Unsurprisingly, the many loaves-o'-meat found around the globe vary a great deal based on local ingredients and culinary preferences. In Vietnam, the concept of meatloaf goes in a couple of different directions, though none of them are particularly similar to the Western baked dishes. This isn't terribly surprising as oven-based cooking is not historically common in East and Southeast Asia. The aforementioned Wikipedia article mentions giò in the section on Vietnam, but that's only part of the story and a little linguistically complicated. Giò (pronounced like 'jo' or 'zo', with a descending tone) is a slightly tricky word to translate exactly, but it basically means sausage or meat paste. You may be familiar with this word as part of chả giò - the Vietnamese word for spring rolls. Now wait a minute, I hear you say, a spring roll isn't meatloaf. Fair enough - but it does reveal some interesting overlap and culinary similarity. The chả part of chả giò basically means 'patty'(having evolved from the Chinese 鮓 - meaning minced, salted, preserved fish), so a spring roll is essentially a patty of sausage (or meat paste). I mean... we're playing a bit fast and loose with the idea of patty, but languages are fun that way. This recipe doesn't have the word giò in it, but it does have that tricky chả term. Chả trứng hấp translates to patty (of) egg steamed, which is nicely descriptive. Both of the words chả AND giò show up in one of the Vietnamese dishes that we can truly think of as a meatloaf. Giò lụa or chả lụa (the Northern and Southern Vietnamese terms respectively) is a steamed meatloaf or sausage made from a paste of pounded lean pork and spices wrapped in banana leaves (or aluminum foil). This tasty dish is sliced and served in soups, bánh mì, etc. Why am I telling you this? Because my research and linguistic wrangling made me realize that a) spring rolls are wrapped sausages, b) giò lụa (chả lụa) is clearly both meatloaf and sausage, and by extension c) all meatloaf is a essentially giant free-form or prismoidal sausage. I'm not sure what to do with this. I mean, what IS a sausage? For that matter, what ISN'T a sausage?!

Existential sausage crises aside, this recipe takes us out along a separate branch of the Vietnamese meatloaf family tree. Chả trứng hấp is, like chả lụa, a steamed meatloaf. It's got a lot more going on though, as it takes a more one-and-done sort of approach to meal-making. With added veggies, eggs, spices, and a mixture of pork and seafood, it's a more complex meatloaf that can easily anchor a meal. And honestly, in the weird and wild pantheon of meatloaves, I think chả trứng hấp deserves special recognition. Pork and shrimp (or crab - more on variations below) are incredible together, and all that fish sauce really amps up the tangy, rich, umami-bomb aspect of the meal. Eggs add flavour and hold things together wonderfully, and the golden egg-yolk topping adds a visual punch that leaves ketchup-topped Western meatloaves feeling a little Plain Jane. Am I body-shaming a meatloaf? Yeesh, too much to unpack there, let's keep going. But I think one of the best things about it is the textural element that comes into play courtesy of the wood ear mushrooms and mung bean noodles. Meatloaf isn't generally the most texturally exciting meal in the world, but this is decidedly different (and delicious).
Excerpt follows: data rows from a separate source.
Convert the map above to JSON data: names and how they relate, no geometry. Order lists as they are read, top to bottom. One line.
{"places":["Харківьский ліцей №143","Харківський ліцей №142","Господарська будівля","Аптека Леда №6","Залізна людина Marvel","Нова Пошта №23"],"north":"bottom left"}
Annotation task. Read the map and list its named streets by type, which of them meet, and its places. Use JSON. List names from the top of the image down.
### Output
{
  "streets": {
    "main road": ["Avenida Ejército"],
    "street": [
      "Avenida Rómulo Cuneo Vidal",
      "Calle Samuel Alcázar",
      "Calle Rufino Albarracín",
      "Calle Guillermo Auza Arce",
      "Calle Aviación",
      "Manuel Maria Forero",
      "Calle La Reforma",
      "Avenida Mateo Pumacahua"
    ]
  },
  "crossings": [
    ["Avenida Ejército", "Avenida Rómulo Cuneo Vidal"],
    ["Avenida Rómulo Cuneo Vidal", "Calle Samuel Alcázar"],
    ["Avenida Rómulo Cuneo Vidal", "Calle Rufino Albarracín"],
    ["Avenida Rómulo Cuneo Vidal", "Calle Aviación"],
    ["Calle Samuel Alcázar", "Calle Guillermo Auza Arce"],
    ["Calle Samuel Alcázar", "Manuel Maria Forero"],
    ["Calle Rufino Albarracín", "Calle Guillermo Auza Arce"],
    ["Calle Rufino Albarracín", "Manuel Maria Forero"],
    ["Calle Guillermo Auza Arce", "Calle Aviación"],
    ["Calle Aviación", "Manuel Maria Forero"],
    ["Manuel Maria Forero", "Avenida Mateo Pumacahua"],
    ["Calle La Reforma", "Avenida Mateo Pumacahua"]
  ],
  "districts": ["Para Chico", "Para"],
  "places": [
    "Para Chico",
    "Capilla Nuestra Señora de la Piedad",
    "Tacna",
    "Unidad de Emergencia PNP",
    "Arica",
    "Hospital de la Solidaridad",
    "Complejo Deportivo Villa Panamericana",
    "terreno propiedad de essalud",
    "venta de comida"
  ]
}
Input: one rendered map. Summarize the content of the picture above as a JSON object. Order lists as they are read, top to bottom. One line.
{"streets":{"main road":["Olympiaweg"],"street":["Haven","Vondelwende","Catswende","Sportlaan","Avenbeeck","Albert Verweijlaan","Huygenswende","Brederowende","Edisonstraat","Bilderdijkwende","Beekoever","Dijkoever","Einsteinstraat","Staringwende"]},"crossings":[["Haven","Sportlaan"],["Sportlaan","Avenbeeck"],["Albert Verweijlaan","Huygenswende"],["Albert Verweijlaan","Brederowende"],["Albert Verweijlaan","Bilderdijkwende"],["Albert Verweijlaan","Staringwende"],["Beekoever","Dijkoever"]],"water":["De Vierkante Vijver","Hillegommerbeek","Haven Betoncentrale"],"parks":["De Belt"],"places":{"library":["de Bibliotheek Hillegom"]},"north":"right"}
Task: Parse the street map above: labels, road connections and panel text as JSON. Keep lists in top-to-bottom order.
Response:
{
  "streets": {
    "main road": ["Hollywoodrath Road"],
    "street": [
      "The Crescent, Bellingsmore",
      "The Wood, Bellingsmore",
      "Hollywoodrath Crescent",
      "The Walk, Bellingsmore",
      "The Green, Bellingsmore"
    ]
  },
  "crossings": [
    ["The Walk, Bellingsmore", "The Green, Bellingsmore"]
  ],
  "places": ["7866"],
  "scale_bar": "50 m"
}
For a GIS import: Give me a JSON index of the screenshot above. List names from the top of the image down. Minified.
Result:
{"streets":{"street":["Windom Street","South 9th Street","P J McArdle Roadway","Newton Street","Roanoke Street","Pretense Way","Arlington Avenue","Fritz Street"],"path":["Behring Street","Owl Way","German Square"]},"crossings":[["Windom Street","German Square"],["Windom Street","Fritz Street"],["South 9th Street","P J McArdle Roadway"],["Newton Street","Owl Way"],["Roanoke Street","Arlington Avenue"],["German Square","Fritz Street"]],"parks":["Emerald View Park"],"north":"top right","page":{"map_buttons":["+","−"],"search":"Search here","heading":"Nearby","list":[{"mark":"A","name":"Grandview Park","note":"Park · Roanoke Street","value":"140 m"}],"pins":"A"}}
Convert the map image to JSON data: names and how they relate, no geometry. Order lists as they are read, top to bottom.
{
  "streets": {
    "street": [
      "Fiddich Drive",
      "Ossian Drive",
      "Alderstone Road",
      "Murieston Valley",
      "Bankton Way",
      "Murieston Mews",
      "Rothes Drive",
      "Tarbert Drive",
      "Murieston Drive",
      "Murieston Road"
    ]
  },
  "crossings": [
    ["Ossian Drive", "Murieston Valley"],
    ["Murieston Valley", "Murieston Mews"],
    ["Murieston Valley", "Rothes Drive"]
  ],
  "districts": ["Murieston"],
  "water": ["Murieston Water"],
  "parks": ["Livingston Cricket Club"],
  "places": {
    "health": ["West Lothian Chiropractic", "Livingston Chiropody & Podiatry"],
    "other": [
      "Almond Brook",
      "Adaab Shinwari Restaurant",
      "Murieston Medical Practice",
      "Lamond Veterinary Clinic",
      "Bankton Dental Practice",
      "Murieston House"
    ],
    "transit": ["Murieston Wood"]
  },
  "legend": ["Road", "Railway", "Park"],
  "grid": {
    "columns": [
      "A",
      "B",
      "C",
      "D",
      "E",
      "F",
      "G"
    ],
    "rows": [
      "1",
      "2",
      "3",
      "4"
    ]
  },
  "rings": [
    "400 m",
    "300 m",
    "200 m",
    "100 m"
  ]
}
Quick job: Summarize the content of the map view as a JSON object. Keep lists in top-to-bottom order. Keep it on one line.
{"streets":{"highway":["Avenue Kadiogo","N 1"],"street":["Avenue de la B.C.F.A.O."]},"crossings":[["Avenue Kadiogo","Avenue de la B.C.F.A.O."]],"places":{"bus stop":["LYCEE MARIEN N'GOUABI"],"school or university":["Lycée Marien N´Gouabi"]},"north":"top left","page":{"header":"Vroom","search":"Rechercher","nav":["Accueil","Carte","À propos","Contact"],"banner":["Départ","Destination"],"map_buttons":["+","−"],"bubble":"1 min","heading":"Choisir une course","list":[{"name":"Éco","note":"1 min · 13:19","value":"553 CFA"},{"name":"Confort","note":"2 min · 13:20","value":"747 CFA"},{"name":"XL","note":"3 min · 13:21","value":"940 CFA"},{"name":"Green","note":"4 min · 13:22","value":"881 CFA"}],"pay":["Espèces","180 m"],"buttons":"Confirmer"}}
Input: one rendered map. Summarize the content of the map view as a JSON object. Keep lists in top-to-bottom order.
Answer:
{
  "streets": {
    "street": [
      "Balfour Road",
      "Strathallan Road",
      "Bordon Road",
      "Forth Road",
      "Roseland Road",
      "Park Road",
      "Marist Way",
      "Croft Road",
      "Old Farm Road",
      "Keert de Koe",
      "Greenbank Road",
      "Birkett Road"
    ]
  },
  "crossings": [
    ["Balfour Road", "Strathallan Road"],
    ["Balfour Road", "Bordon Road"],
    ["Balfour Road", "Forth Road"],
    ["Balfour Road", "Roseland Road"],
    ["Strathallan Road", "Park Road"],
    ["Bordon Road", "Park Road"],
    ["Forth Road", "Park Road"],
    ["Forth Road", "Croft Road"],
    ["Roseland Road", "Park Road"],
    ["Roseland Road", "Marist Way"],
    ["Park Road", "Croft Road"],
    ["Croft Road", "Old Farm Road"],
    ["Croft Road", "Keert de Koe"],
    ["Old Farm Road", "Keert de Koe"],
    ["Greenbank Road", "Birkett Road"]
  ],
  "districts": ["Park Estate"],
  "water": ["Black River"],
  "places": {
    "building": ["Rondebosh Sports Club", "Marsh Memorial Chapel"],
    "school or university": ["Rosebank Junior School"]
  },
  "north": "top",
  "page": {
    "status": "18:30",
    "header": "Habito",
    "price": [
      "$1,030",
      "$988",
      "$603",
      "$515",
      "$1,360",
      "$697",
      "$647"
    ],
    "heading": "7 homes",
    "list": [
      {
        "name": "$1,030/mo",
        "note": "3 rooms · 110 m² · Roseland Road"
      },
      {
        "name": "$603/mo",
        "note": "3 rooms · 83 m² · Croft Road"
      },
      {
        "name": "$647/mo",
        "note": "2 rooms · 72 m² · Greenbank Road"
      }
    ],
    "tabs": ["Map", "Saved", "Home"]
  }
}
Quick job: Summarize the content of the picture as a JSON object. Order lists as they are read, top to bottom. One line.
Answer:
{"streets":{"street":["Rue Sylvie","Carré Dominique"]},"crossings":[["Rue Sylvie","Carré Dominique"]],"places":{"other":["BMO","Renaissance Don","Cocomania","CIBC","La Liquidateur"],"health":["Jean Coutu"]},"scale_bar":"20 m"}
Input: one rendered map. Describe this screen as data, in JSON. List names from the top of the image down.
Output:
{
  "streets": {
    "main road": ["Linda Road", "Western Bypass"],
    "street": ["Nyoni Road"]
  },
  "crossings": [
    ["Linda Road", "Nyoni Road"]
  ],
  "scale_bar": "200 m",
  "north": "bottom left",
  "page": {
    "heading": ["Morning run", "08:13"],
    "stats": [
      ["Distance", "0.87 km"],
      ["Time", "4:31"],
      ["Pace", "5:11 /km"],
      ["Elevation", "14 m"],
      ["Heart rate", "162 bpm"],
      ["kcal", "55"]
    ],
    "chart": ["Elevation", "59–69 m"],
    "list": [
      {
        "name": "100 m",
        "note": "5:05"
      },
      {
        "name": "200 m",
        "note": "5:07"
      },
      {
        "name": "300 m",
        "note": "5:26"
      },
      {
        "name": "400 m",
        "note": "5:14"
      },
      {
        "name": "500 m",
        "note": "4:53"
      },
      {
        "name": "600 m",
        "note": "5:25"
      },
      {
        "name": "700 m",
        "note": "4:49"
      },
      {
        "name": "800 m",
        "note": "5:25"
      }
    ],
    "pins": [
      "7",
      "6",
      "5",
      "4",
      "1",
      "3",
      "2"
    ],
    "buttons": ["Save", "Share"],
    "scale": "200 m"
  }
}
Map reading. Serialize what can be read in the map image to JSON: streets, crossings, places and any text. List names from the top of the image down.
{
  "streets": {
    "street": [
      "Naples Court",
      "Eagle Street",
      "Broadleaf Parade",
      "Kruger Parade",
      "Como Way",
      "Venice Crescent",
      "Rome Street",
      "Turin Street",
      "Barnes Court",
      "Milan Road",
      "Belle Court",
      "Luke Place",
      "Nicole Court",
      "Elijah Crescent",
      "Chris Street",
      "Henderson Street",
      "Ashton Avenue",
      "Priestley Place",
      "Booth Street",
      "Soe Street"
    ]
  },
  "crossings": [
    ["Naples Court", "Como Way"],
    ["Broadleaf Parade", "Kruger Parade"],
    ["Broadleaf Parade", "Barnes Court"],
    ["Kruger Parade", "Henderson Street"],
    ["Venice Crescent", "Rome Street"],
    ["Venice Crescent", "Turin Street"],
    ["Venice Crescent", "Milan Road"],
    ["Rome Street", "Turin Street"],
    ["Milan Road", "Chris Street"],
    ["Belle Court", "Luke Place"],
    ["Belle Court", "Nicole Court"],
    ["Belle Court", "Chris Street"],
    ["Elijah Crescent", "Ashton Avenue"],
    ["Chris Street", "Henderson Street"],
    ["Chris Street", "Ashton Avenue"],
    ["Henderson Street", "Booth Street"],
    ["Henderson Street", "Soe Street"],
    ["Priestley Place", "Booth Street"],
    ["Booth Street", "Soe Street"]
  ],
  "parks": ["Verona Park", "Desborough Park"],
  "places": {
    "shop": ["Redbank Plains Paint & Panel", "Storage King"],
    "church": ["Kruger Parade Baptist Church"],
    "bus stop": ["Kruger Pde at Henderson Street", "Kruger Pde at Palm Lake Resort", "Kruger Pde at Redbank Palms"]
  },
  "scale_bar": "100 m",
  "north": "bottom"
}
Is this the best meatloaf in the world? Well I'm going to take the safe/conciliatory/cowardly route and say that there's room in my heart for all of the many regional variations. But if you invite me over to try something from your new meatloaf blog (to thank me for giving you the idea of course), I have to admit - I hope that you'll be serving this one.